Ingeborg Strobl wuchs als Tochter eines Lehrers mit zwei Geschwistern in Schladming auf. In ihrer Kindheit waren die Natur und das bäuerliche Leben bei ihrer Tante in einem südburgenländischen Dorf an der ungarischen Grenze für sie prägend.[2]

Mit 18 Jahren ging sie nach Wien und studierte an der Universität für angewandte Kunst mit Schwerpunkt Grafik. Während ihres Studiums begann sie zu fotografieren. Von 1972 bis 1974 besuchte sie das Royal College of Art in London, an dem sie den Master of Arts im Fach Keramik erwarb. In den 1970er Jahren arbeitete sie vor allem als Keramikerin und Grafikerin. Ihre plastischen Arbeiten nannte sie „Anti-Design“.[3] Sie begründete 1987 mit ONA B., Evelyne Egerer und Birgit Jürgenssen die feministische Künstlerinnengruppe Die Damen. Von 1999 bis 2001 unterrichtete Strobl an der Universität für angewandte Kunst als Gastprofessorin Kunsterzieher in Gestaltungslehre.[3]

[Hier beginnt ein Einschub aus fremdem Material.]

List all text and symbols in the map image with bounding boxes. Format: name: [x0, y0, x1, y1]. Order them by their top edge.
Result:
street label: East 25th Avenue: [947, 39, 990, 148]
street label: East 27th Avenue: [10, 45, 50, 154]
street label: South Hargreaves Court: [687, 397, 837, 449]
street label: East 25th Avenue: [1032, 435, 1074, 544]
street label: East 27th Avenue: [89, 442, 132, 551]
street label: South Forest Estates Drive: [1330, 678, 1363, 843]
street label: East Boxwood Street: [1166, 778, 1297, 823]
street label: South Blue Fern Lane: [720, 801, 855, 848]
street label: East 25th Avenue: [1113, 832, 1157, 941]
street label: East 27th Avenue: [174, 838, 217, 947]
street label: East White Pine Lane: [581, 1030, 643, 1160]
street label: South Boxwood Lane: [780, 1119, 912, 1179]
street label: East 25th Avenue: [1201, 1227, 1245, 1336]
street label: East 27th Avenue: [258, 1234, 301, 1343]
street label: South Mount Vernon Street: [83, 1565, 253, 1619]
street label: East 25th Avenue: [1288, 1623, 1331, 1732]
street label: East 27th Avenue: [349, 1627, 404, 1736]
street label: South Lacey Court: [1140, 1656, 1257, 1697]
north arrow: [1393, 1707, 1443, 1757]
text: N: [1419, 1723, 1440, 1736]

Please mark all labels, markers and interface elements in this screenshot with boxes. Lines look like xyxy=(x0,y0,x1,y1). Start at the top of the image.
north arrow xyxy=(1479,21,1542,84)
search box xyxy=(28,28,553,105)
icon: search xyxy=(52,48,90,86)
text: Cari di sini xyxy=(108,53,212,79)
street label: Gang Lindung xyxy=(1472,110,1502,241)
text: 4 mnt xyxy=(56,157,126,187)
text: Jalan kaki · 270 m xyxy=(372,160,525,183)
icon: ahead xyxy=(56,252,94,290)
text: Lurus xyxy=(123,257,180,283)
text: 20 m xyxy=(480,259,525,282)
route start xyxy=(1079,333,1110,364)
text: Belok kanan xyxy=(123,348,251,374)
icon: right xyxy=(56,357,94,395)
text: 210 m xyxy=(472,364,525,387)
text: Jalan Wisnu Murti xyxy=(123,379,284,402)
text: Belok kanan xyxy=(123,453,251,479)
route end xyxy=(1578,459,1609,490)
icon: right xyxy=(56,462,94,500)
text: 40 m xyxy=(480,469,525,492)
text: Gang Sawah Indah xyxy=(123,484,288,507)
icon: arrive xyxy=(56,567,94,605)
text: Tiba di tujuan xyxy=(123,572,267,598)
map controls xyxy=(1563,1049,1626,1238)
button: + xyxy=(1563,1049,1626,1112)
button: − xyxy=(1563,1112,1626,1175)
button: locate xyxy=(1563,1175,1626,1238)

Ingeborg Strobl stellte ab den Siebzigerjahren in Museen in Österreich aus. Sie lebte in einer kleinen Wohnung im 7. Wiener Gemeindebezirk[4] und war bis zu ihrem Tod als freie Künstlerin tätig. Ihren Nachlass vermachte sie dem Mumok in Wien. Das Museum widmete ihrem Lebenswerk postum eine Retrospektive.

Werk

Collagen, Objektkunst

Ingeborg Strobl sammelte Alltagsdinge und Fundstücke, arrangierte sie mit ihren Fotografien, Aquarellen, Texten und Drucksachen zu Collagen oder mit Skulpturen zu Rauminstallationen. Aus scheinbaren Nebensächlichkeiten, Randerscheinungen der Zivilisation, schuf sie poetische Miniaturen. Sie thematisierte und persiflierte mit ihren Werken Begriffe wie Gesellschaft, Konsum, Sehnsucht, Schmerz und erkundete das Verhältnis zwischen der Natur einerseits und dem Menschen und seinen Dingen andererseits, was sie selbst einmal „Clash der Kulturen“ nannte.[4] In ihrer Ausstellung Liebes Wien, Deine Ingeborg Strobl im Wien Museum 2015 ordnete sie Fotografien und Erinnerungsstücke aus dem alltäglichen Leben zu einem Streifzug durch ihr persönliches Wien an.[5]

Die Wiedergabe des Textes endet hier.